Okay. Tore up my parenting card again this morning right before my daughter’s eyes while she was eating toast.  The puppy pooped in my closet.  Again.  I stuck my hand in it trying to clean it up. Mumbling anger at being a servant even to the dog. Being torn away from reading Bonhoeffer’s letters from prison during the WW2 German incarceration, my sinful undertow surfaced, sprouting and spewing anger toward my husband who was blaming me for the dog pooping. Just moments earlier I was focused on a tragedy of Hitler’s satanic regime and the horrific suffering inflicted on the innocent. I am inside truths gained from the cost of life in deaths unimaginable. I am in the presence of martyrs and saints.

Then, dog poop trivia sets me to stomp anger.  I get up and fall down, get up and fall down as if on a perpetual floor of dish soap.  There is no excuse for this outburst of selfish, petty-ugly; this unguarded moment of what brews within come out.

Reyna hauled her saxophone into the car and rode to school with it up to her ears, not saying much in a very disappointed silence.  “Now I see why you don’t like it when me and Maya fight.
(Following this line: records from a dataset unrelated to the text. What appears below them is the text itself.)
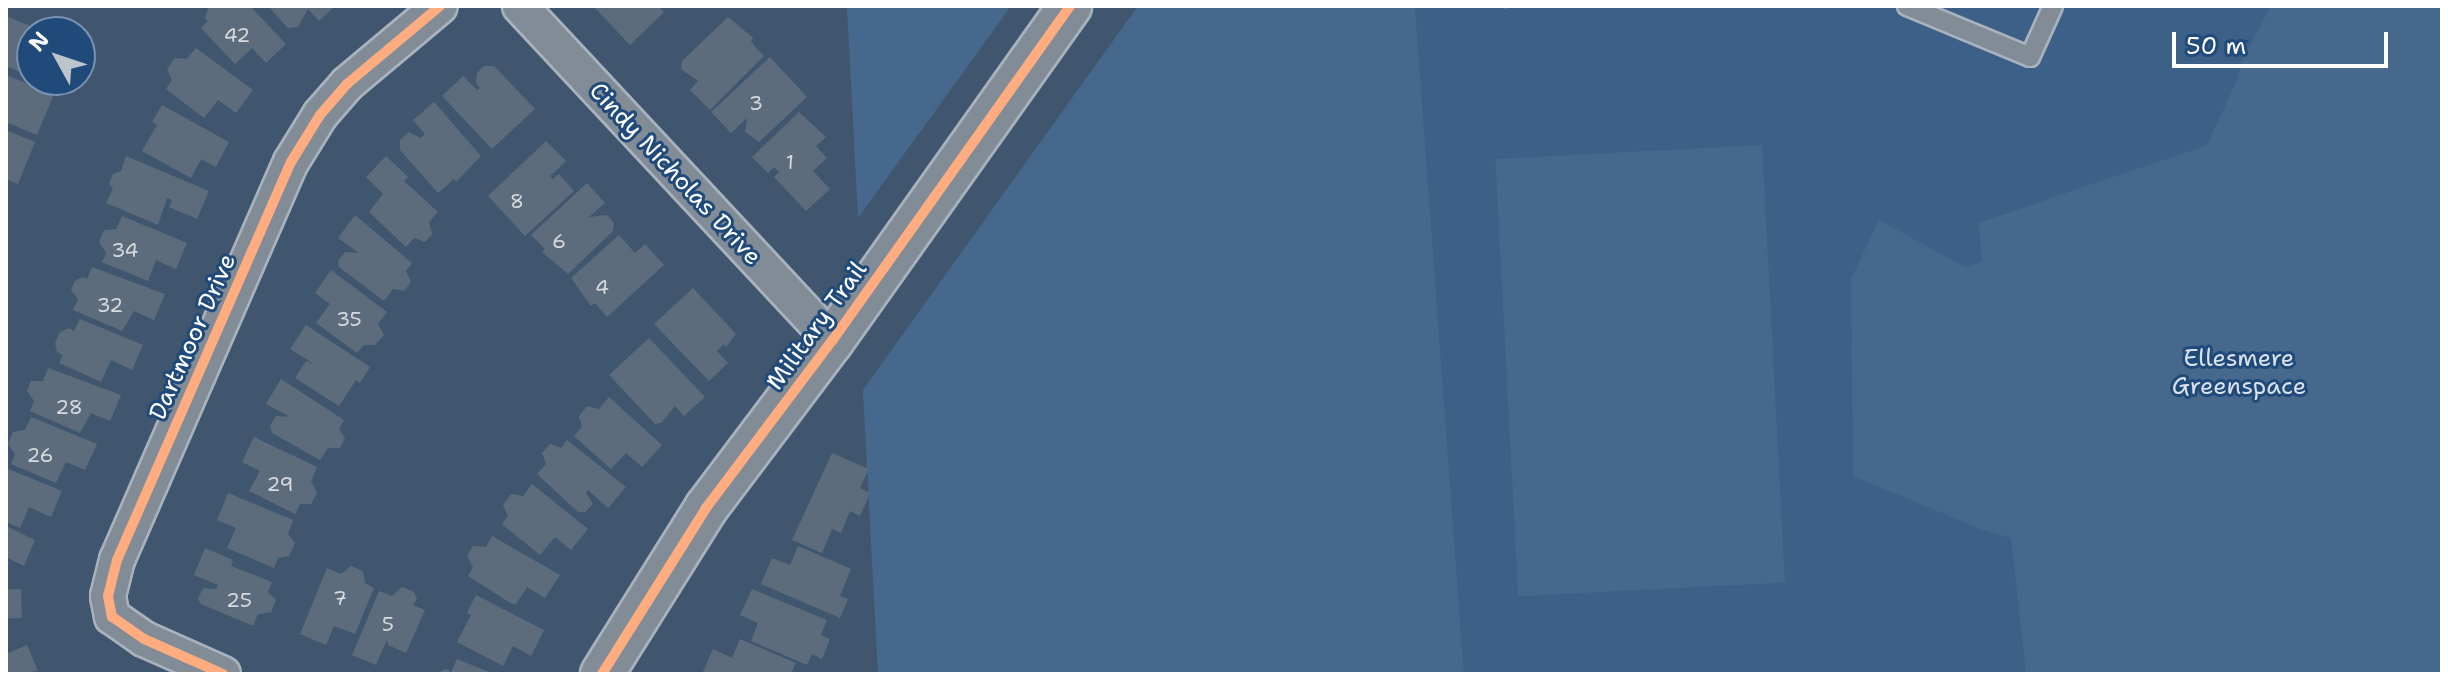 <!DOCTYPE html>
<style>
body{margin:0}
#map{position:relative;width:2448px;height:680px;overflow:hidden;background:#40566e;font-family:"Shantell Sans",sans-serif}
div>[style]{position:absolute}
.built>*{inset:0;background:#3c6087}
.green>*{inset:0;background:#47688d;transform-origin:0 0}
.building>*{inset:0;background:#5c6c7d;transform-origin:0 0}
.path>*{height:5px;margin-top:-2.5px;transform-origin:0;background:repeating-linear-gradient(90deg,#808a96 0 8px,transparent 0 14px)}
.roads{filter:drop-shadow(2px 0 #a9b3be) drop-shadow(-2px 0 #a9b3be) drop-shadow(0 2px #a9b3be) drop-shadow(0 -2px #a9b3be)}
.service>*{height:18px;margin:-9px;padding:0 9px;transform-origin:9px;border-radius:9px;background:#818c97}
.minor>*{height:34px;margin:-17px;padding:0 17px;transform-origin:17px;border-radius:17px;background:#818c97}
.tertiary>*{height:42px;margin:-21px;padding:0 21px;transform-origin:21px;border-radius:21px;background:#818c97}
.cycleway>*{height:10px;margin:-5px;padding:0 5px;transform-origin:5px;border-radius:5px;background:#ffac80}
span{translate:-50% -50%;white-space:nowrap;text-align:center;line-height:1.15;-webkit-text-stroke:6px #1f4a7a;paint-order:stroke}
.number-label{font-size:20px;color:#d6dade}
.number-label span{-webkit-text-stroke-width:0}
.street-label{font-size:24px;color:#fff}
.park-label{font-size:24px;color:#dae1e9}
.frame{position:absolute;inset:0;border:8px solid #fff;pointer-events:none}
.north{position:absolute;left:16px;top:16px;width:80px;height:80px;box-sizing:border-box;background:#1f4a7a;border:2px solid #7992af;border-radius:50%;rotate:310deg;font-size:22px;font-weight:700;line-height:32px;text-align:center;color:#fff}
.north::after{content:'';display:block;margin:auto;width:28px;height:36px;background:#bcc4cc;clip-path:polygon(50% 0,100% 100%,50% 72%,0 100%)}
.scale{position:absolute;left:2172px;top:32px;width:216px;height:36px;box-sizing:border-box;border:4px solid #fff;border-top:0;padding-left:10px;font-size:24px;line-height:28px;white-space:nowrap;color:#fff;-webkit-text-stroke:6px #1f4a7a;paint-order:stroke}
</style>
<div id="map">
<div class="built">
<div style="clip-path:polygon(1415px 6px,2271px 6px,2208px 145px,1978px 223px,2026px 674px,1464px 674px)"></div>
</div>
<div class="green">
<div style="clip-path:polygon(847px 6px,1011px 6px,858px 218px)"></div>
<div style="clip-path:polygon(1138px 6px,1415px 6px,1464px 674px,878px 674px,863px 390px)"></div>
<div style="clip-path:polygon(2271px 6px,2442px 6px,2442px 674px,2026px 674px,2011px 538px,1983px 530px,1853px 476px,1851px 279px,1879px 220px,1965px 267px,1982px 261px,1978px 223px,2207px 145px,2238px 78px,2240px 64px)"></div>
<div style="left:1762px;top:145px;width:438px;height:267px;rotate:87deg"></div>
</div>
<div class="building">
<div style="clip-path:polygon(209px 6px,250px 6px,286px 44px,266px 63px,252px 48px,235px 64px,201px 28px,208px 21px,205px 18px)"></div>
<div style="clip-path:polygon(268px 6px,335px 6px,319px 21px,308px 9px,298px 27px,288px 28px)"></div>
<div style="clip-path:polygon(593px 6px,658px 6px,664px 12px,630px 45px)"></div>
<div style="clip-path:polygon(6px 16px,45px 32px,32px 32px,32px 77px,6px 66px)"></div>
<div style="clip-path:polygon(728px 17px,753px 38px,751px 42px,764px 56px,710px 110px,690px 90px,698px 81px,681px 69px,682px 61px)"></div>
<div style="clip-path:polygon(196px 48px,253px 90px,236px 113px,218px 100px,204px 118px,166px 89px,172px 80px,167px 69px,175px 58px,187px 59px)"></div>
<div style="clip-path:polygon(770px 57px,807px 97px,759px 142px,745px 132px,747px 118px,731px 133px,711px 112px)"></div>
<div style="clip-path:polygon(484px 66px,494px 66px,535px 109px,492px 149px,442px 96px,463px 76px,477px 90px,480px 88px,476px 83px,477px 73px)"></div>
<div style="clip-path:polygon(6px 75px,54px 94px,37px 135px,6px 122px)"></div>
<div style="clip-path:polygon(434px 102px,481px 156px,456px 182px,454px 179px,438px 193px,400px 150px,400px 140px,409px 132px,421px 138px,425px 134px,413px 120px)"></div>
<div style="clip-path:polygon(162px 105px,229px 142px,216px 167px,201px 159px,191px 178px,142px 151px,157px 125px,152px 122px)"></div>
<div style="clip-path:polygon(799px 112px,826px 137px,816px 146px,827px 158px,813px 171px,830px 189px,806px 211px,774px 177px,779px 172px,774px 167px,768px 173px,752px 157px)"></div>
<div style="clip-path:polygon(6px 130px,35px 142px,18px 184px,6px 179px)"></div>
<div style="clip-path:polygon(546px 141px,566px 161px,550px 176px,553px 179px,559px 174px,574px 191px,525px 236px,488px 196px)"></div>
<div style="clip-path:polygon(126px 156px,209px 191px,197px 219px,169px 207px,172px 200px,167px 198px,158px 225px,106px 203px,113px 189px,109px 183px,113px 174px,121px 171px)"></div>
<div style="clip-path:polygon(386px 156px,408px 177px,404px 181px,438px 212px,429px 222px,432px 234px,425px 242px,414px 238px,406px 247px,369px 212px,383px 194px,366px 177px)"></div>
<div style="clip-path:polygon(587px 183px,605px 203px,589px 217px,607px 215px,614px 223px,613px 231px,568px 274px,542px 252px,545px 249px,531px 235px)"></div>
<div style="clip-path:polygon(355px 215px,412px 263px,406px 271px,411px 282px,404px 291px,393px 289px,384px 301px,339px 267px,338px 261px,345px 252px,359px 253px,338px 238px)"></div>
<div style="clip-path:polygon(122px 216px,187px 243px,176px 269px,156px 260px,148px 281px,102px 262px,106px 253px,99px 242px,104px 230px,116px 229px)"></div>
<div style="clip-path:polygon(619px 235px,635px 253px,645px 244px,664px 265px,607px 317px,595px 303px,591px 306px,571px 278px)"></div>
<div style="clip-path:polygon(92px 267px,165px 294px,154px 320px,134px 311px,122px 331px,73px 310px,78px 299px,71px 290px,75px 281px,83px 277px,87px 279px)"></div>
<div style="clip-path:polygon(331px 270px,387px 312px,378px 324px,384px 335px,375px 345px,364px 345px,357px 353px,316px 323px,330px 304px,315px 293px)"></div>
<div style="clip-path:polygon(693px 288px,736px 334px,726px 347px,724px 344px,717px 351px,728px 363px,709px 381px,654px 324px)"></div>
<div style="clip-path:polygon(80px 319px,143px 345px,132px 370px,111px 360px,101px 382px,59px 363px,63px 355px,57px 352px,55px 343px,60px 332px,69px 328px,74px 331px)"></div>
<div style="clip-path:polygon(306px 325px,370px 367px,360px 383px,356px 380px,339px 406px,295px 378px,306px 361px,314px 364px,290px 349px)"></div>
<div style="clip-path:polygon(649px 338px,705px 397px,684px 416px,675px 406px,661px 423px,655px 424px,609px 375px)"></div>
<div style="clip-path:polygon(48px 368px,121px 395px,110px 421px,91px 413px,80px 433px,30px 411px,34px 401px,27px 391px,31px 381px,43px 381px)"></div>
<div style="clip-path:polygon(281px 379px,344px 420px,339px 429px,345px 438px,340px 448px,328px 448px,320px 460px,272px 433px,270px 426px,276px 416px,290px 417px,266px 404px)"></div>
<div style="clip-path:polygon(609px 397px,662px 445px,642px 467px,626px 453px,611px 469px,574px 436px,582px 427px,579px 416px,587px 406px,599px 409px)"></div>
<div style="clip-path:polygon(31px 417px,97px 444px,85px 470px,66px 462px,56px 483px,11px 464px,15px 454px,8px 444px,13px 432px,25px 430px)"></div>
<div style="clip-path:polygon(254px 437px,317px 467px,311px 481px,317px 493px,311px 504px,300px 504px,295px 514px,249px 491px,260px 471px,242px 462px)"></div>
<div style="clip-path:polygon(567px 440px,626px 487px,608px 508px,588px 490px,586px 493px,593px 504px,585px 512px,578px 512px,537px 474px,546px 464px,542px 453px,550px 444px,561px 448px)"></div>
<div style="clip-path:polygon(832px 453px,869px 469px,860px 488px,870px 493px,860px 516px,850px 511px,841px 533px,832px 529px,822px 553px,792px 540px)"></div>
<div style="clip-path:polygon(6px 468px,62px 491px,51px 517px,29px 507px,20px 528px,6px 522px)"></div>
<div style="clip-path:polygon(532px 484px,588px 529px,571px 550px,555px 537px,540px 555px,502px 524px,508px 516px,503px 505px,511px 494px,523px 496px)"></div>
<div style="clip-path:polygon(228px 493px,293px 520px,288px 534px,295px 543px,289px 556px,278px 558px,274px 568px,227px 548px,236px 528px,217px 520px)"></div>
<div style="clip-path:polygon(8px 527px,35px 540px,24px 566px,6px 557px)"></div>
<div style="clip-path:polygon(492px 536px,560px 575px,545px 598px,527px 587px,516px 604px,512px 604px,468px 576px,473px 567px,467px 556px,473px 546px,486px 547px)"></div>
<div style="clip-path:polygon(798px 546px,851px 569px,840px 596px,848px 599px,840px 618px,761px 584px,772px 558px,790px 565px)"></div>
<div style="clip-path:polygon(205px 548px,233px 560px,231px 566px,272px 582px,268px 592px,276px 600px,271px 612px,258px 614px,253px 626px,201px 604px,198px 599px,203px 588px,216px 589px,218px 585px,194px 575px)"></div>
<div style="clip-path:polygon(351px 566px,363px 571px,365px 583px,374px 588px,355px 634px,334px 626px,326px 645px,300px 634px,327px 568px,341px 574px)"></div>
<div style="clip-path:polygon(402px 587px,414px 592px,417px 599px,413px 605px,425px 610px,406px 653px,388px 645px,387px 640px,376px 665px,352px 655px,379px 591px,392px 596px)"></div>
<div style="left:21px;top:589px;width:29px;height:15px;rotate:88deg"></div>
<div style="clip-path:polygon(752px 589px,827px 620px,821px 635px,830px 639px,822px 659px,812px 654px,807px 665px,751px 641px,758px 623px,740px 615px)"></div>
<div style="clip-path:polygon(476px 595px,544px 630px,531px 656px,513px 646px,503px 666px,457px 642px,471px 615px,467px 613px)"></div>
<div style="clip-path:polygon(740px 639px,796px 663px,791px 674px,702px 674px,713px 649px,732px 658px)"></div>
<div style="clip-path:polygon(27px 645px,38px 671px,6px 674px,6px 654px)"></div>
<div style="clip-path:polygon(457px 659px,494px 674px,434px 674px,446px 669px,451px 672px)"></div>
</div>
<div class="path">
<div style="left:1504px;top:7px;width:1px;rotate:-45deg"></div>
</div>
<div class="roads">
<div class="service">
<div style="left:1907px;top:6px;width:133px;rotate:22.5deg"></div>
<div style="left:2030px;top:57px;width:56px;rotate:-65.7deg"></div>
</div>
<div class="minor">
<div style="left:520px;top:6px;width:458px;rotate:47deg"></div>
<div style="left:223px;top:674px;width:86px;rotate:-156.1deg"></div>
<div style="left:144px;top:639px;width:39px;rotate:-145deg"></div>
<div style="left:112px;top:617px;width:21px;rotate:-101deg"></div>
<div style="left:108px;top:596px;width:37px;rotate:-76deg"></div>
<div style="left:117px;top:560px;width:434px;rotate:-66.4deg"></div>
<div style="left:291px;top:162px;width:55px;rotate:-58.3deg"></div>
<div style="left:320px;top:115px;width:41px;rotate:-48.9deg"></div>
<div style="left:347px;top:84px;width:121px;rotate:-40deg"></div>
</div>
<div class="tertiary">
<div style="left:602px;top:674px;width:196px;rotate:-57.9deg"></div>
<div style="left:706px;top:508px;width:209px;rotate:-53deg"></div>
<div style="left:832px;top:341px;width:411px;rotate:-54.6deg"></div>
</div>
</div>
<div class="cycleway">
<div style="left:223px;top:674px;width:86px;rotate:-156.1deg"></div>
<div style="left:144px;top:639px;width:39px;rotate:-145deg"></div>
<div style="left:112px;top:617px;width:21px;rotate:-101deg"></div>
<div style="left:108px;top:596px;width:37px;rotate:-76deg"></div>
<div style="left:117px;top:560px;width:434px;rotate:-66.4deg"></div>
<div style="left:291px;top:162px;width:55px;rotate:-58.3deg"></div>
<div style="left:320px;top:115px;width:41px;rotate:-48.9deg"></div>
<div style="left:347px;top:84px;width:121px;rotate:-40deg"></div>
<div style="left:602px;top:674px;width:196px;rotate:-57.9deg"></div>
<div style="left:706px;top:508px;width:209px;rotate:-53deg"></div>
<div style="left:832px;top:341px;width:411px;rotate:-54.6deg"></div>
</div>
<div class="number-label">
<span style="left:237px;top:35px">42</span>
<span style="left:756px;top:103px">3</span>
<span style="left:790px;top:162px">1</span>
<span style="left:517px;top:201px">8</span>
<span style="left:559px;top:241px">6</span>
<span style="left:125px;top:250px">34</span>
<span style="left:602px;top:287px">4</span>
<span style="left:110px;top:305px">32</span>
<span style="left:349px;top:319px">35</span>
<span style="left:69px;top:407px">28</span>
<span style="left:40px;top:455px">26</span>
<span style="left:280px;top:484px">29</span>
<span style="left:340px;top:598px">7</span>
<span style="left:239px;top:600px">25</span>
<span style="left:388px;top:624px">5</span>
</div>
<div class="street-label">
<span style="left:675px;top:174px;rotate:47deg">Cindy Nicholas Drive</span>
<span style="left:817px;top:326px;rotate:-54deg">Military Trail</span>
<span style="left:193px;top:337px;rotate:-66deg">Dartmoor Drive</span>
</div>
<div class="park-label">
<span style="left:2239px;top:373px">Ellesmere<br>Greenspace</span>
</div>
<div class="frame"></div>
<div class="north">N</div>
<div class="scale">50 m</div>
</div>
You will be nice to Roo when you go home?” Harsh words but I deserved them.  I, the parent gone mad, deserved the child’s piercing to the heart of my ugliness.  I had to apologize with every fiber of my being to her before she got out of the car to face her day.  I told her I loved her and I would be nice to Roo.  Oh, what example of charity I model while going berserk.

Dear God I need you to break open this ground of clay and fill me with the hummus of your ground, seed me with your will, for my will is weak and unpredictable and hurtful.  How am I to ever be close to you?  How am I to ever live radically for you when I fail at the smallest of tests? How can you tolerate me in your presence at all?  This love of yours is incomprehensible. How can you look at humanity? Aren’t we all just a few varying steps away from becoming Hitlers and henchmen? This vast fallen wasteland of our humanity stretching throughout history and before you and still you sent your Son to be crucified and risen for us.

You, in your great mercy and grace bending low to come alongside our falling, coaxing the bulbs of you to unfurl in the darkness of us. One sign of color, one bright crocus hinting your love, pushing up through the crusts of our hearts.

Oh, Lord God have mercy on us, on me in my fallen ways trying to go against the stream of sin in the deep veins of my soul. I can do nothing without you doing it through me.  I beg you help me lay down this host of self.  I beg for the divine synapse of you to illuminate me and bring me to life; to teach me to be a servant of servants; to reach for the towels and basins in the moments of my life; to see You in the eyes of those who need serving, who need loving.